MASSIMO ZANICHELLIMASSIMO ZANICHELLI


FLYER Los Angeles anni ’40. Due poliziotti ex-pugili; tra loro la donna del gangster, che tra poco esce di galera; un’attricetta ritrovata torturata e segata in due; una ragazza bisessuale che si veste come la “dalia nera”; e poi sparatorie, poliziotti corotti, ricchi debosciati, speculazioni edilizie, filmini a luci rosse, assassini sfregiati, e chi più ne ha più ne metta… De Palma impagina il romanzo cult di Ellroy con un nitore visivo che potrà piacere ai fan, ma che lascia un’impressione di freddezza e di manierismo, come se fosse molto più interessato alle coreografie della violenza (ma con stile classico, per intenderci, siamo più dalle parti di un musical anni ’50 che di un action di Hong Kong) e all’eleganza dei movimenti di macchina piuttosto che alla torbida materia raccontata. La L.A. d’epoca ricostruita in Bulgaria, la musica pomposa, e un cast parzialmente sbagliato e svogliatamente diretto contribuiscono a fare di Black Dalia una delusione d’autore.
MAURO CARONMAURO CARON


FLYER The Black Dahlia, ultima creazione cinematografica di Brian De Palma, tratto dal romanzo di James Ellroy, è un noir fitto e passionale che sfrutta l’ingranaggio cinema a trecentosessanta gradi, rivelando, senza alcun pudore, l’arte del racconto cinematografico.
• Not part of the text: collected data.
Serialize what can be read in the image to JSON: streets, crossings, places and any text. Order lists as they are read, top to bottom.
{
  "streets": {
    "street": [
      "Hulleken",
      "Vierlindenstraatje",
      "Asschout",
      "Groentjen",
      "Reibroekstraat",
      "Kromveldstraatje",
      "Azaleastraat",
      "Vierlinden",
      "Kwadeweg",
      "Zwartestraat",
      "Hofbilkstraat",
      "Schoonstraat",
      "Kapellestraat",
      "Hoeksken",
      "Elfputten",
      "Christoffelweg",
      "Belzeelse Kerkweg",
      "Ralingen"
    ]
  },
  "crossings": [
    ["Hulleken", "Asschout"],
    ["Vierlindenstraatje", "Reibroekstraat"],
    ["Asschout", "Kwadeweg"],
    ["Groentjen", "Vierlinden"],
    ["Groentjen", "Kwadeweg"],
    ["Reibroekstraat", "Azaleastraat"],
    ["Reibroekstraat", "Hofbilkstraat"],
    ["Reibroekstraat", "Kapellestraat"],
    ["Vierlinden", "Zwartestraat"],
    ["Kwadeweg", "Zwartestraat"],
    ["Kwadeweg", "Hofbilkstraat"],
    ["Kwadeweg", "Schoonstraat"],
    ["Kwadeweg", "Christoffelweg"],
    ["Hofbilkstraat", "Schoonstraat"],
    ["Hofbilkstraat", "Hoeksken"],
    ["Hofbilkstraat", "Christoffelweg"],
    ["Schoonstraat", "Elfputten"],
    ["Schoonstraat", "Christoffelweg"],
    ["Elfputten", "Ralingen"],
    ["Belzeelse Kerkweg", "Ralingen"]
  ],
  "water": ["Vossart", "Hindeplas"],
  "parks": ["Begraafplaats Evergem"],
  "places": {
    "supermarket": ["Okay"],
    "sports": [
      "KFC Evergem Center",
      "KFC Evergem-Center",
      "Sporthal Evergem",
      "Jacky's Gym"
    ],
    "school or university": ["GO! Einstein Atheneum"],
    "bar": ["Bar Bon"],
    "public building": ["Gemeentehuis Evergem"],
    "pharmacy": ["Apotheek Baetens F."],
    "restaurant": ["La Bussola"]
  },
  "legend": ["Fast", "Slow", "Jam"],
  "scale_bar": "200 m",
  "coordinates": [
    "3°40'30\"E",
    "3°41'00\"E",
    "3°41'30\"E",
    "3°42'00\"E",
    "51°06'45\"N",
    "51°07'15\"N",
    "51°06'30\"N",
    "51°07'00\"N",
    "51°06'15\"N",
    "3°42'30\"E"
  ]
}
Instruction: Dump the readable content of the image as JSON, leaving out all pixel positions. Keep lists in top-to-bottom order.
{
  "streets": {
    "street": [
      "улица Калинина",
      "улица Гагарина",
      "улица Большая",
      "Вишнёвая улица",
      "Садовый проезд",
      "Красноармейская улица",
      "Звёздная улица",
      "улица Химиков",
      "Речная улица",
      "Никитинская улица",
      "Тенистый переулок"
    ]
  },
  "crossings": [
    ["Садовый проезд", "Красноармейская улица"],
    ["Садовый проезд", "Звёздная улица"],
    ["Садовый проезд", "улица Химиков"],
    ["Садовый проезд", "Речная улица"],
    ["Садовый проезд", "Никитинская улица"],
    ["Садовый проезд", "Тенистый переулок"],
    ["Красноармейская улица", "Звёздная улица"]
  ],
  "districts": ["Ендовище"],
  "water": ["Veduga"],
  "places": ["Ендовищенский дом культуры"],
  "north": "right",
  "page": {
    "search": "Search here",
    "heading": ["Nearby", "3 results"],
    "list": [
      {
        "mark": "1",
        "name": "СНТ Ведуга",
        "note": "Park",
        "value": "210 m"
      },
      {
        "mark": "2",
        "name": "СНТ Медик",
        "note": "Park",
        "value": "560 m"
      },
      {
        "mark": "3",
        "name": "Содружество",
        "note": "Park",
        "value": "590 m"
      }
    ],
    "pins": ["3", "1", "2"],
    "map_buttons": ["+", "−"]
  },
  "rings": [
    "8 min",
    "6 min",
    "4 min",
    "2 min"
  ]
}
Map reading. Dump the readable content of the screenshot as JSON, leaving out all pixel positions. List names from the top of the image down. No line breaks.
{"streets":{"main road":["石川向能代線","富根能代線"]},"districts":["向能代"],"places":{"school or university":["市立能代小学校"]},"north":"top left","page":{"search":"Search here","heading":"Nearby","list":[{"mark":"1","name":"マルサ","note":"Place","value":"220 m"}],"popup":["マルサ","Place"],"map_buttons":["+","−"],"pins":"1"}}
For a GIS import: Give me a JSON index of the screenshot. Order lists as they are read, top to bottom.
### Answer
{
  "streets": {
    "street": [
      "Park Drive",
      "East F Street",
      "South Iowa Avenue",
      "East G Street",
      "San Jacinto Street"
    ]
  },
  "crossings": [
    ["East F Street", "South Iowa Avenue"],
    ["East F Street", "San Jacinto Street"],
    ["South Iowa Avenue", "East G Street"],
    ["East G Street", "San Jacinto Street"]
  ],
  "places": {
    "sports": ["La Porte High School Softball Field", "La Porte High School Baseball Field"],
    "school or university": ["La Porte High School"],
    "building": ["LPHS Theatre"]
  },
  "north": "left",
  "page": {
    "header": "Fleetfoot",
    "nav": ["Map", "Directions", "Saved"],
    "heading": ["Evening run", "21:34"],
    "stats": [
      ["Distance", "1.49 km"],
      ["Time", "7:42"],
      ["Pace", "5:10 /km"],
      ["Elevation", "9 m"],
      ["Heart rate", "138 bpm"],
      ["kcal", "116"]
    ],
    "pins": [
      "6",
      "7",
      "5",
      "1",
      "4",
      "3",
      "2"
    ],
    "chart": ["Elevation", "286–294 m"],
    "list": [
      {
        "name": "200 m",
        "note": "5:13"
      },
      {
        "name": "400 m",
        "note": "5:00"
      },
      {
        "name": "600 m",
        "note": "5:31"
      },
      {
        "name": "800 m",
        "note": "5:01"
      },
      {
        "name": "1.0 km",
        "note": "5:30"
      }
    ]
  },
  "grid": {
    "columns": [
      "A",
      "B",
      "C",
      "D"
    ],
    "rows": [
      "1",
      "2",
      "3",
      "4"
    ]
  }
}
Il film del regista di Scarface e Carlito's Way, dipinge con toni cupi le atmosfere intriganti di una peccaminosa Los Angeles, più simile ad una città di anime perdute che ad una città di angeli. L’occhio di De Palma si catapulta sulla finzione della realtà, sui suoi inganni, e sulla debolezza dell’uomo davanti al potere e al desiderio di successo. Il ritratto della sua città e della sua umanità è disperato e vincolante. Un'ossessione bagnata dal sangue che scorre lento e inesorabile, entra nella mente dell’uomo, lo stringe forte e lo contamina. E’ feroce e soprattutto sporco. E’ sangue nero e marcio. Corrotto. Come il ritratto della sua Los Angeles, che è fatta anche di uomini in cerca di giustizia. Impeccabile regia di un grande maestro anche se in alcuni casi fredda e distaccata per un tocco di troppo di citazionismo, gustoso, ma non sempre necessario.